An interpretable radiomics–machine learning model for early risk stratification of invasive fungal infections in community-acquired pneumonia: a dual-center study
摘要
To develop and validate an interpretable HRCT radiomics-based machine learning model for early risk stratification and identification of invasive fungal infection (IFI) in patients with community-acquired pneumonia (CAP). A total of 570 CAP patients who underwent HRCT from July 2022 to August 2024 in Center 1 and Center 2 were recruited. A VB-net pneumonia automatic segmentation algorithm was employed.
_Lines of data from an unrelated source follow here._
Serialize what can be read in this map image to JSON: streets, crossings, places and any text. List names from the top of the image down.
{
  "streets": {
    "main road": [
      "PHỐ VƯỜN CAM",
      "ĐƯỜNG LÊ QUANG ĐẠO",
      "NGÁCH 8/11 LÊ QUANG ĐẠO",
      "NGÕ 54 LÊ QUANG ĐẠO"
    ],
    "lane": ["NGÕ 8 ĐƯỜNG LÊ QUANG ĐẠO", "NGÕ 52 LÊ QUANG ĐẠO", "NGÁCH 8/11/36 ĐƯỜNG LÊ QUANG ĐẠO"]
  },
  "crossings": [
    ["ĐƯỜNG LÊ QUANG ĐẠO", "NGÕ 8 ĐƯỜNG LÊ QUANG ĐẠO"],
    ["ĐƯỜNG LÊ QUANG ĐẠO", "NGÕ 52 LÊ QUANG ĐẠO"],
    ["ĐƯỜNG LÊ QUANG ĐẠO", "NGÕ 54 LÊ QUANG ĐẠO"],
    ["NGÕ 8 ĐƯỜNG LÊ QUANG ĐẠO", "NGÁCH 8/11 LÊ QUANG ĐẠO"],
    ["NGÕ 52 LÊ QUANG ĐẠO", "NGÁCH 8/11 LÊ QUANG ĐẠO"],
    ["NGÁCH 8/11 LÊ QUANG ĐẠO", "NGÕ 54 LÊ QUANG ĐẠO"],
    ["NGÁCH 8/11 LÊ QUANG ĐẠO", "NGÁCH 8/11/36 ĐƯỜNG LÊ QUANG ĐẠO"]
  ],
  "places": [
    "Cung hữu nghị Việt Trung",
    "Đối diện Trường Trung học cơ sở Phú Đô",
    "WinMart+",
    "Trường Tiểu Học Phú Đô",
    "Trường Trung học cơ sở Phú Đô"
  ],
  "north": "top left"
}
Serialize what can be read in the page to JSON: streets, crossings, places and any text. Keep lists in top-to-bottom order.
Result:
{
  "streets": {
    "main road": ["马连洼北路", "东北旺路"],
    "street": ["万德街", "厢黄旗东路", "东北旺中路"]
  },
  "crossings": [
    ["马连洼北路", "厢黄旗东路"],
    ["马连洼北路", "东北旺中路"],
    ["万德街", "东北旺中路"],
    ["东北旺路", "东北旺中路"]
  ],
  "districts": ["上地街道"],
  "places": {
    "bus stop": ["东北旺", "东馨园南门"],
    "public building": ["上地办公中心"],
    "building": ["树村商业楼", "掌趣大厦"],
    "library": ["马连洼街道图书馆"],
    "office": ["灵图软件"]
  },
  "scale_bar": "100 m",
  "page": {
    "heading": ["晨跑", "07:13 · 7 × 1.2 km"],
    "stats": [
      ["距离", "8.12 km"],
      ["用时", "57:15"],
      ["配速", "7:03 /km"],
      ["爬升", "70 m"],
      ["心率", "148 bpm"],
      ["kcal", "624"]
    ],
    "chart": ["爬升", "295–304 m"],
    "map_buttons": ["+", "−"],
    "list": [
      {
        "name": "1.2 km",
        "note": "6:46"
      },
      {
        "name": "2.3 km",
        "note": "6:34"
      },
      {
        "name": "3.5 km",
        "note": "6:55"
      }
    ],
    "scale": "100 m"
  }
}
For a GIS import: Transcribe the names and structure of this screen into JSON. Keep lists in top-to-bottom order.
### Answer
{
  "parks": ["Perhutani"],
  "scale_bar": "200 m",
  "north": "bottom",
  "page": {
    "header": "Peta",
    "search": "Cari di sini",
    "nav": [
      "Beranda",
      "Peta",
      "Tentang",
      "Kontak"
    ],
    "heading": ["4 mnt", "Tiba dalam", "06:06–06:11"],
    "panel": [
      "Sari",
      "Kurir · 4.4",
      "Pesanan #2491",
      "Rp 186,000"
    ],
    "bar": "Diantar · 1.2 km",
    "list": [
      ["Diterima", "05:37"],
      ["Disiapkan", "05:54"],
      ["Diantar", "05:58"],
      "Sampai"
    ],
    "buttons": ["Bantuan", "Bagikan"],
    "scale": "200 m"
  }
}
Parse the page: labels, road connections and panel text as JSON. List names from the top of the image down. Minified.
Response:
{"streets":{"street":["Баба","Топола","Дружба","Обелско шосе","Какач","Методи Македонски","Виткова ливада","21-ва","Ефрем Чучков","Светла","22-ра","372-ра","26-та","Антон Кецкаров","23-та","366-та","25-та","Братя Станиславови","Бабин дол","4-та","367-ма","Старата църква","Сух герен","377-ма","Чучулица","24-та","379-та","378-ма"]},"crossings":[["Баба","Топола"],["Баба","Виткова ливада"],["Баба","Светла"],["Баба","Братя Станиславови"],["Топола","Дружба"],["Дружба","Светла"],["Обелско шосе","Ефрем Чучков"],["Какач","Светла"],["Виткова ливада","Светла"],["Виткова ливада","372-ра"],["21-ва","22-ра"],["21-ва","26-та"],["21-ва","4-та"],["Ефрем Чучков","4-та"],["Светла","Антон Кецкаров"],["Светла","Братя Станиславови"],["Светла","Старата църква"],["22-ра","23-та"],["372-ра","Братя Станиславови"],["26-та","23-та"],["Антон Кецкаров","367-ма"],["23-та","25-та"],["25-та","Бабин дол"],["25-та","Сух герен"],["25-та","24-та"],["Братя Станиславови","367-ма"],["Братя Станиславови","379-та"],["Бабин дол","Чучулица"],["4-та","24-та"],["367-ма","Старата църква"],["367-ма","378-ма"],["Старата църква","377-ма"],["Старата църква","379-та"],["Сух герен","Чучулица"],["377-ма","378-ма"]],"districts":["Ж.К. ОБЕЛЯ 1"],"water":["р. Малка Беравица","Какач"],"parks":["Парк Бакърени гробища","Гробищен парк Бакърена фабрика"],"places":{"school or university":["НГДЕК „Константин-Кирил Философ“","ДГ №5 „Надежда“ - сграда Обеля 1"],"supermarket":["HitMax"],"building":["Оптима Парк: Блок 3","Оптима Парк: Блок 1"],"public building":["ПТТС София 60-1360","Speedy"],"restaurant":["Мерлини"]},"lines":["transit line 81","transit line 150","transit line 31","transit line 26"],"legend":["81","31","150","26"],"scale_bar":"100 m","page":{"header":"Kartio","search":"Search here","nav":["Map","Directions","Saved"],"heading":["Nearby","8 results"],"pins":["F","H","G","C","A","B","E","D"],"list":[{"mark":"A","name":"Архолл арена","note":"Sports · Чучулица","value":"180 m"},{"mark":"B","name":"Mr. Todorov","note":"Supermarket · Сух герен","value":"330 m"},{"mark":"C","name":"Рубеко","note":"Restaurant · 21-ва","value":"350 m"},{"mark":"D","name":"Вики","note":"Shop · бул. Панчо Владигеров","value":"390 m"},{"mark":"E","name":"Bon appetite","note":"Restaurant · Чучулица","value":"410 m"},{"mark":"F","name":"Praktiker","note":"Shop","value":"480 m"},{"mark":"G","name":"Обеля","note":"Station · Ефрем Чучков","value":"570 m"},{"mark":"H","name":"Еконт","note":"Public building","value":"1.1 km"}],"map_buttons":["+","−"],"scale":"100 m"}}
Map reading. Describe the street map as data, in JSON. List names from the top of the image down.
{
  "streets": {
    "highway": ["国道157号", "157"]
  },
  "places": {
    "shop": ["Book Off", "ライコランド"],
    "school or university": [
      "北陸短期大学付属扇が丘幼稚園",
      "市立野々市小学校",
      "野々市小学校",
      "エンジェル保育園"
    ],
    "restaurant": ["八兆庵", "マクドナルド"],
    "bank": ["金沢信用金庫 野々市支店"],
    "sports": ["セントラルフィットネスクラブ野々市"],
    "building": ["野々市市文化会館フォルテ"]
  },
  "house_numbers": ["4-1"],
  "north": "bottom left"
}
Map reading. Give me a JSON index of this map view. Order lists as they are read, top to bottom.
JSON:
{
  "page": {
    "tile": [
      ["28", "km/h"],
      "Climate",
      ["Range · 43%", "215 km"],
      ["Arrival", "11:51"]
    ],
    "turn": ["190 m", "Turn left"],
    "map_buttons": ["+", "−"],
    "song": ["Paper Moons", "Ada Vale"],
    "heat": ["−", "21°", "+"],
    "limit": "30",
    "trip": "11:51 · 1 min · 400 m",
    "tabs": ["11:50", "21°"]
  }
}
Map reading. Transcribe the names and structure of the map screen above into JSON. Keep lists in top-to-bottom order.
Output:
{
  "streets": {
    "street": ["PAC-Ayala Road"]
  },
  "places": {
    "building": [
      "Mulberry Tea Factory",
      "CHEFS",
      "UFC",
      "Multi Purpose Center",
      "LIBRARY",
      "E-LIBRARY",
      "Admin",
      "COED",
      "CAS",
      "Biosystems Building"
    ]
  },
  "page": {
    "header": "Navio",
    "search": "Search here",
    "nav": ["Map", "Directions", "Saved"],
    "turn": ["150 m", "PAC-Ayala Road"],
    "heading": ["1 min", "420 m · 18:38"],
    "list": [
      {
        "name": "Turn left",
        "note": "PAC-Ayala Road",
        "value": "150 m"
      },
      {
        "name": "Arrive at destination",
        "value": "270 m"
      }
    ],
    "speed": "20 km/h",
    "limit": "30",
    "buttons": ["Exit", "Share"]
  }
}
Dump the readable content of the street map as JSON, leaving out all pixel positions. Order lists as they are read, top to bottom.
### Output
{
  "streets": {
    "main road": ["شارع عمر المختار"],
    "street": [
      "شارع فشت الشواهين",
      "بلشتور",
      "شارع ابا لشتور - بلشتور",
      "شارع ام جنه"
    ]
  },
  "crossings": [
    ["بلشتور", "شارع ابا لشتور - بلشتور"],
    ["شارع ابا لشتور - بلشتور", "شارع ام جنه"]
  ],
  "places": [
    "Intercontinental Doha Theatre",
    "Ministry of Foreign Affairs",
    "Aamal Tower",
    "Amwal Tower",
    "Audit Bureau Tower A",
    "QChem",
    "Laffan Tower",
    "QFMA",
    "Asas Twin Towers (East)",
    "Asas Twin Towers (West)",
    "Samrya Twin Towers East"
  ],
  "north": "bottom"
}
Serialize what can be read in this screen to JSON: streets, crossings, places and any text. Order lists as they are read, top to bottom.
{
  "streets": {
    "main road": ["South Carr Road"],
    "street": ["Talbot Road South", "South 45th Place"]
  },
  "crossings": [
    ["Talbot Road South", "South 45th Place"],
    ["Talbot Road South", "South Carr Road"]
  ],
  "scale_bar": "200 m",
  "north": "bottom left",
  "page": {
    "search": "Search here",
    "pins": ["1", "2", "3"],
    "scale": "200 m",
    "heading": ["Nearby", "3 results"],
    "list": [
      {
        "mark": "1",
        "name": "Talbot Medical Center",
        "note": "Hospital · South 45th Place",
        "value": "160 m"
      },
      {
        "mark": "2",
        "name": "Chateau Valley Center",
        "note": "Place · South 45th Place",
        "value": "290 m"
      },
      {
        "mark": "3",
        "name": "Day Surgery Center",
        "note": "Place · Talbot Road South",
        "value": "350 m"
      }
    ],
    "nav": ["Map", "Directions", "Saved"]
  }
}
Three models, a radiomics model (HRCT-derived radiomics features), a clinical model (clinical variables), and a combined model (integrating both), were developed. The performance of the model was evaluated through receiver operating characteristic analysis with respect to the area under the curve (AUC). Clinical utility was evaluated by using decision curve analysis. The Shapley Additive Explanations tool was employed. A total of 239 (mean age: 62.1 ± 19.3 years; 134 male), 101 (mean age: 57.5 ± 17.3 years; 44 male), and 230 (mean age: 68.4 ± 15.3 years; 153 male) patients were included in the training, internal validation, and external validation datasets, respectively. Based on the linear discriminant analysis classifier, the AUCs of the clinical, radiomics, and combined models were 0.719, 0.724, and 0.808, respectively, in the internal validation dataset; and 0.707, 0.709, and 0.786, respectively, in the external validation dataset. The combined model yielded a superior net benefit relative to both the clinical and radiomics models alone. Age exerted the greatest influence on the predictions of the combined model, while the top three influential radiomics features were all high-order texture features. A radiomics-based machine learning model provides moderate incremental value as an adjunctive tool for early IFI risk stratification in patients with CAP before definitive microbiological or pathological confirmation, with favorable interpretability.